__About this task__:
In the data that follows, every line containing the word "Козацька" should be returned.

START Dataset records

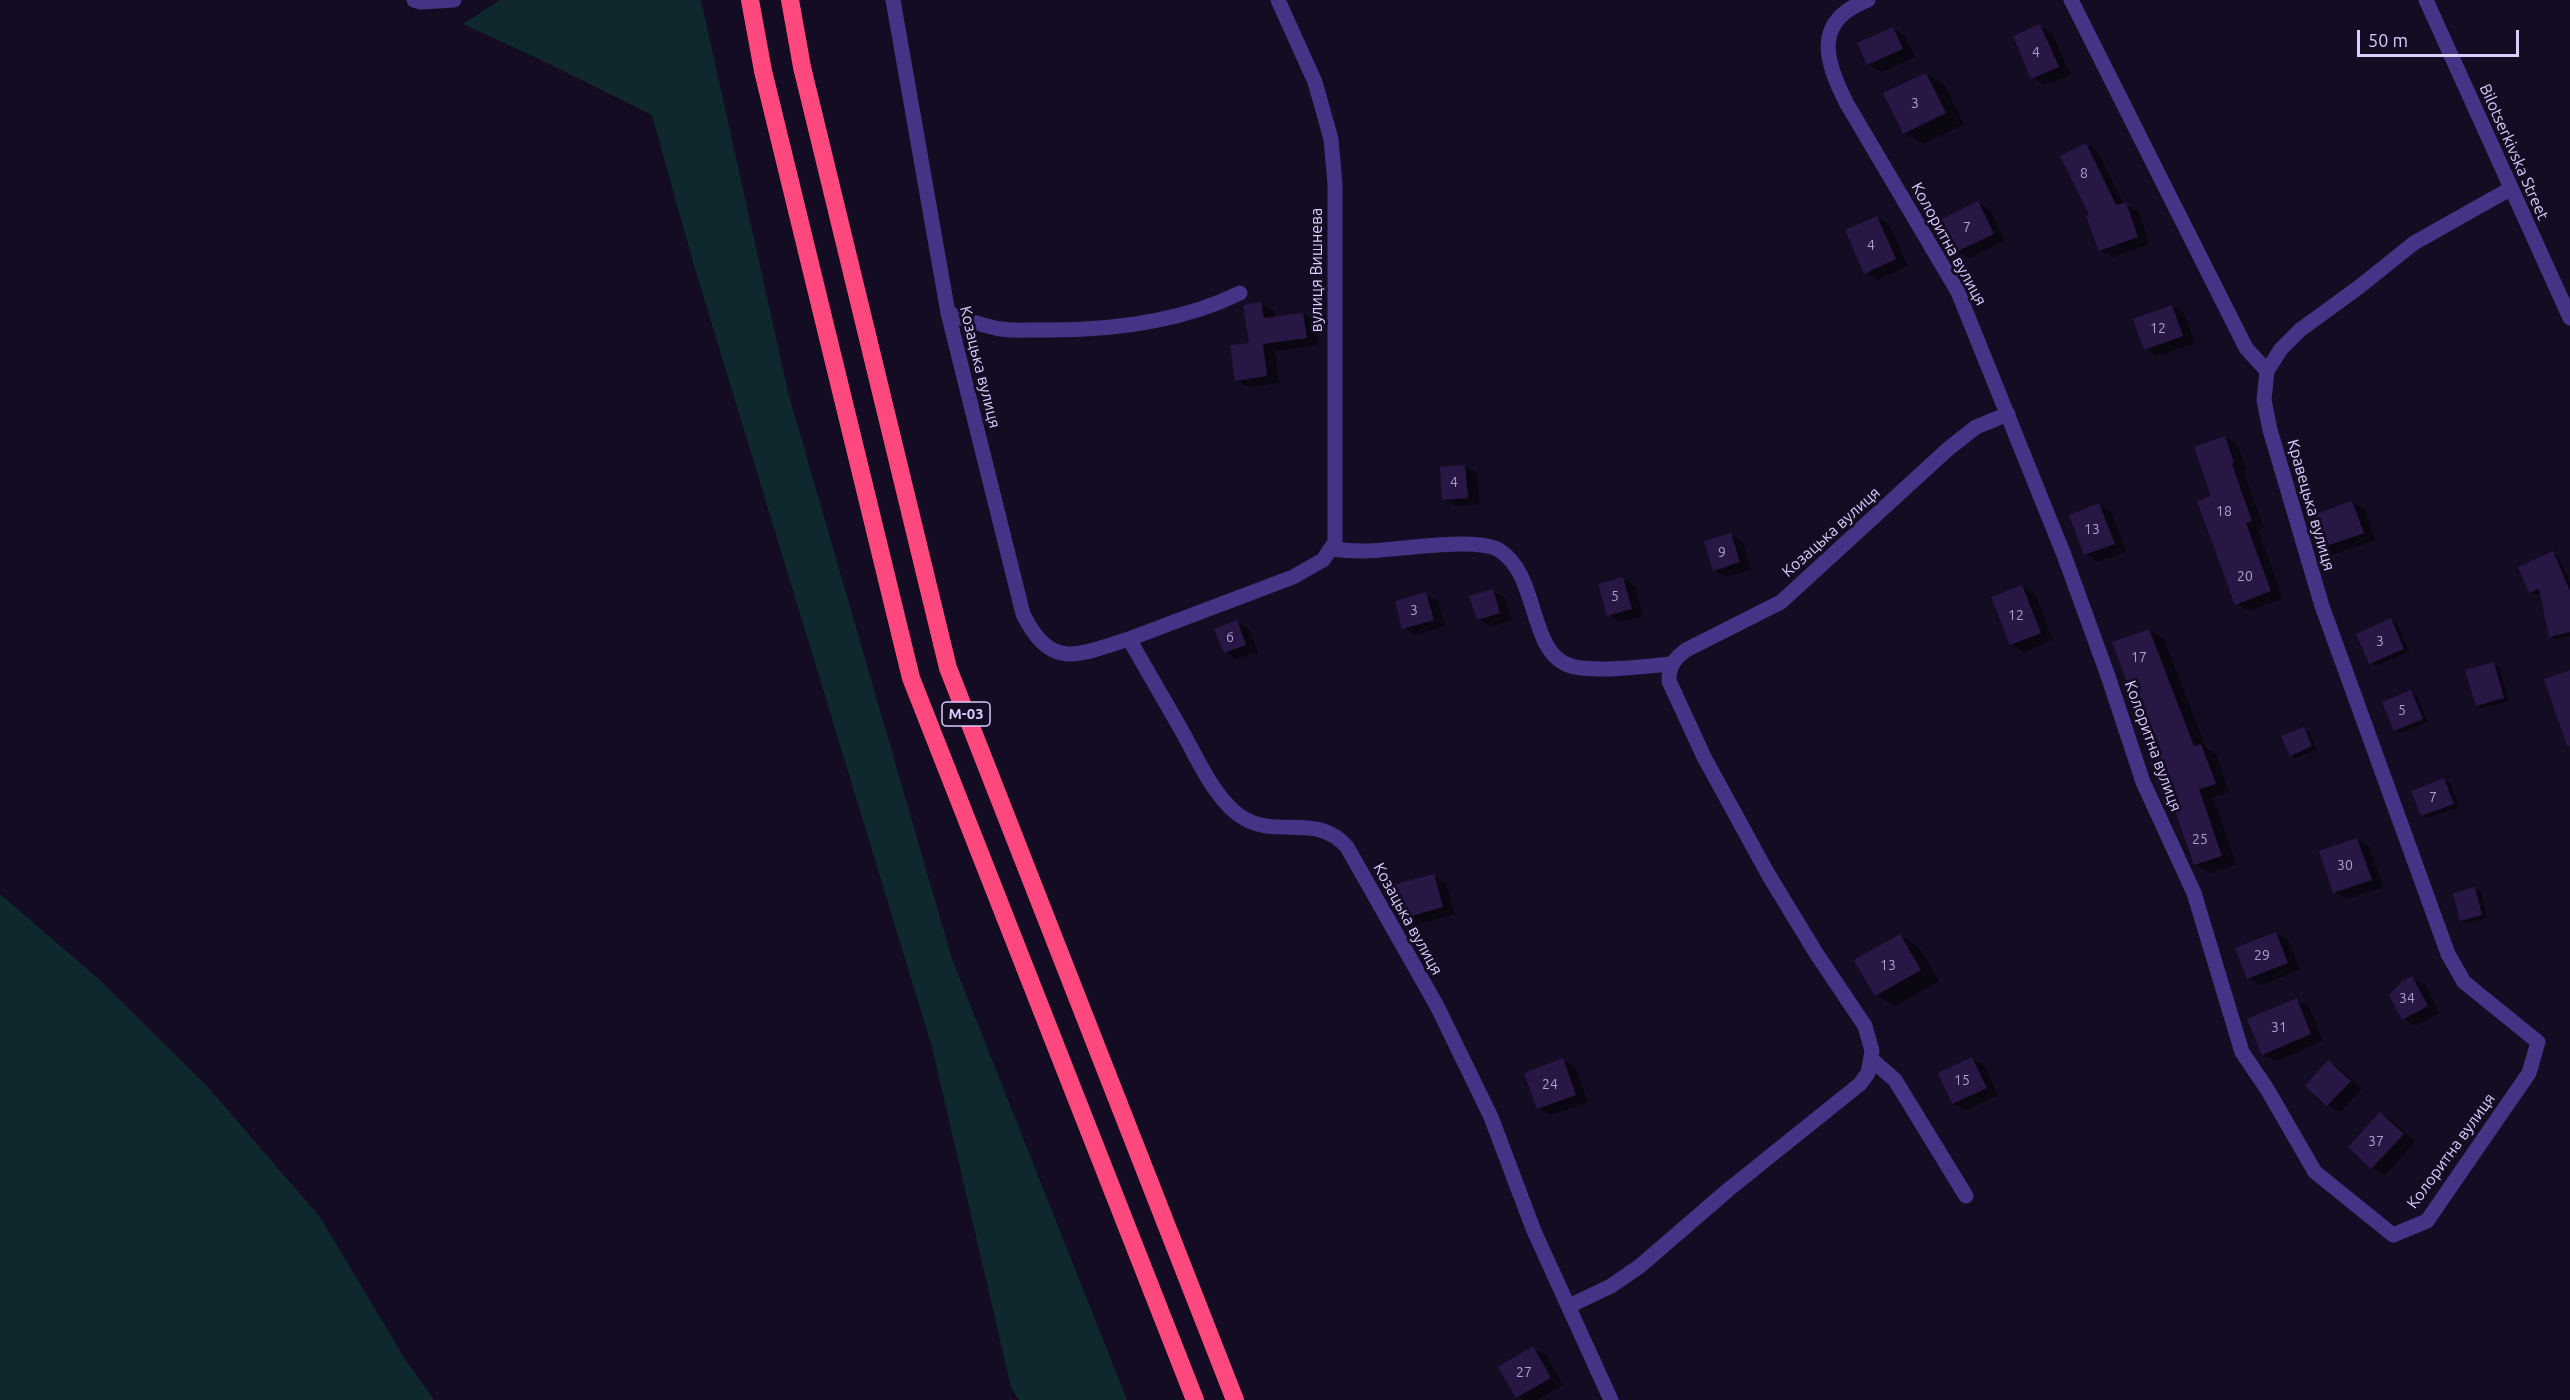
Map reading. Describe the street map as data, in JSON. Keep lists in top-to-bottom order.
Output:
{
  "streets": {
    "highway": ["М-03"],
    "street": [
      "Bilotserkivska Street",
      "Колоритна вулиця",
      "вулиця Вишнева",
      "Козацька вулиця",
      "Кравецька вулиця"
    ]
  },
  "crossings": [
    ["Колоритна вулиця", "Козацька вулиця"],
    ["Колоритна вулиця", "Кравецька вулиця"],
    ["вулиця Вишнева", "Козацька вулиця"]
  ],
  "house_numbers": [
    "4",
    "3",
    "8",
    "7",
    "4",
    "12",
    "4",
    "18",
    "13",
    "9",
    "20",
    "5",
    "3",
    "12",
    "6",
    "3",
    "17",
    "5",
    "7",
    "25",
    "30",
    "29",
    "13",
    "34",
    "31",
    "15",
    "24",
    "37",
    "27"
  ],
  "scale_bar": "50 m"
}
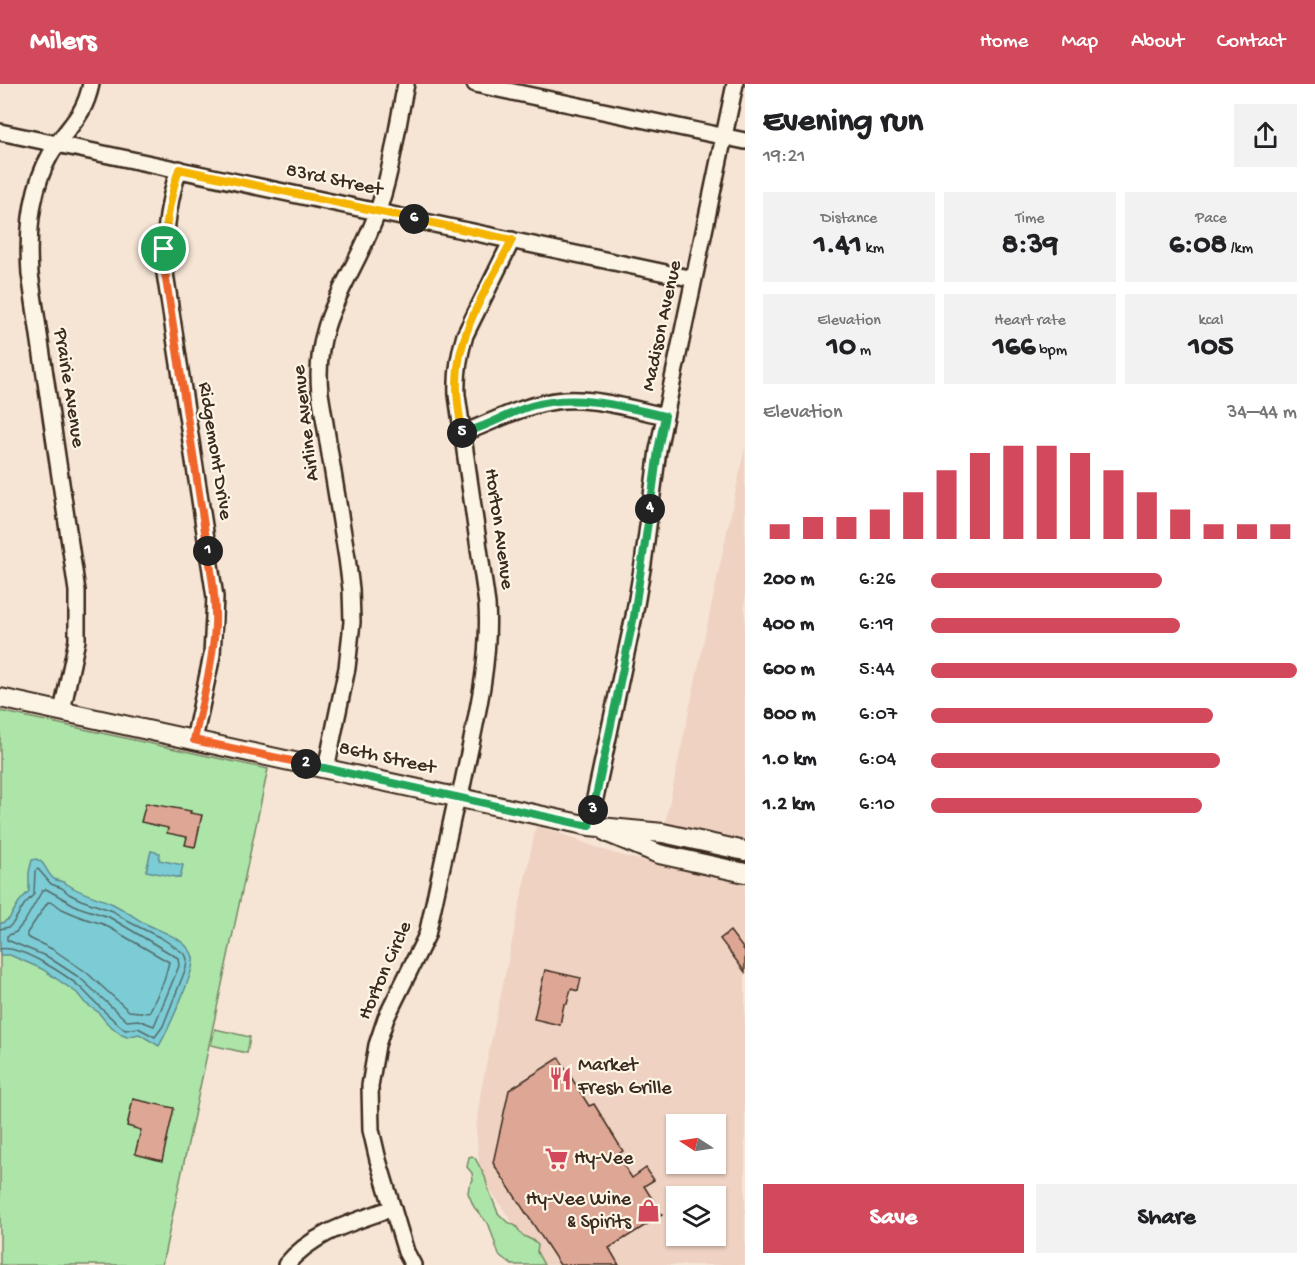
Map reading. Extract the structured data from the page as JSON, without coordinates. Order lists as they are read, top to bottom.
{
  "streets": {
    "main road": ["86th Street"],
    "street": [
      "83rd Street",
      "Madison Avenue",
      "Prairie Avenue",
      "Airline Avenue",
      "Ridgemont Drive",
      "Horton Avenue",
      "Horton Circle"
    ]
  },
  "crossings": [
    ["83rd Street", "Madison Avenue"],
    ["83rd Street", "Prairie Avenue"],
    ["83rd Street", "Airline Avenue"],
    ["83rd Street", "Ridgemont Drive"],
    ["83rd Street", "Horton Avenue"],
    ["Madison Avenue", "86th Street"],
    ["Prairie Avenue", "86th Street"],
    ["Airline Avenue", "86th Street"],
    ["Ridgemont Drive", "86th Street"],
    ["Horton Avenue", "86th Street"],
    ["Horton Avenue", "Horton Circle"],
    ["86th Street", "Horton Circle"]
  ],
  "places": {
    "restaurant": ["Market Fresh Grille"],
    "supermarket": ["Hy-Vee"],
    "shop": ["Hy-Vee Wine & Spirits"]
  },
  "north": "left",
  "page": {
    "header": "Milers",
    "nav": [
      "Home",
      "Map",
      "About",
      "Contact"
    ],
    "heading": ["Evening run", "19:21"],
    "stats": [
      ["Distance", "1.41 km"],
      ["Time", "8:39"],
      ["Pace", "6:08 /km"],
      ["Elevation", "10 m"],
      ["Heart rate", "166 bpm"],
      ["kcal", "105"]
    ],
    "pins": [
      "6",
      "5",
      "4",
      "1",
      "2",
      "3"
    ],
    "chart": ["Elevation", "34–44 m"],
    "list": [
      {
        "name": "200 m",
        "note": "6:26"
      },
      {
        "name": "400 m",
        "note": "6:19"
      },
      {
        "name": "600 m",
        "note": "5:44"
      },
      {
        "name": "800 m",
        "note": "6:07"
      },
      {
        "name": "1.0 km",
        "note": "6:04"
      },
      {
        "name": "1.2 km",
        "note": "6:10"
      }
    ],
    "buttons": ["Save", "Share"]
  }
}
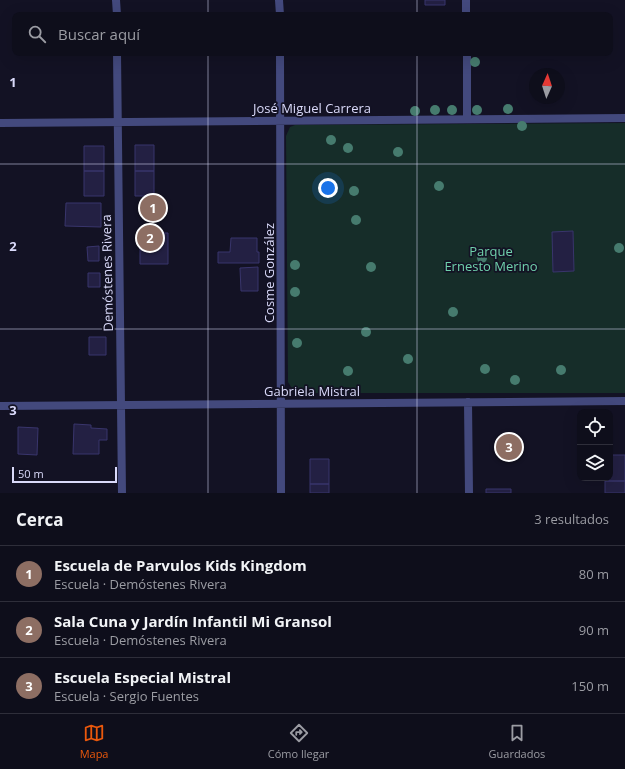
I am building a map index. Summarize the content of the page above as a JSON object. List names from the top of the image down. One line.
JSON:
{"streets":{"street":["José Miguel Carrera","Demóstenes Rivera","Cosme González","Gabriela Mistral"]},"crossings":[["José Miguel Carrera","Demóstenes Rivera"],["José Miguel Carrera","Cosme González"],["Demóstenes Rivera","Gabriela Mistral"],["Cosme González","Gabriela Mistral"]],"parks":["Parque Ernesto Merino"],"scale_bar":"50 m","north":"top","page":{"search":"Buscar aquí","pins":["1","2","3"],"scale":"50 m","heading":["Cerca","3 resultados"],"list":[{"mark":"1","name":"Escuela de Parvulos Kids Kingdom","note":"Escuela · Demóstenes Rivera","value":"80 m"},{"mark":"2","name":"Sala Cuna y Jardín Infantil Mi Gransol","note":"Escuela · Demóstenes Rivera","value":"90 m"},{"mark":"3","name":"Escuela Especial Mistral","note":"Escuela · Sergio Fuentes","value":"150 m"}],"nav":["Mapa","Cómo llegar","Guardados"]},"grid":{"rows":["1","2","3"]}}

END Dataset records

__Response below__:
      "Козацька вулиця",
    ["Колоритна вулиця", "Козацька вулиця"],
    ["вулиця Вишнева", "Козацька вулиця"]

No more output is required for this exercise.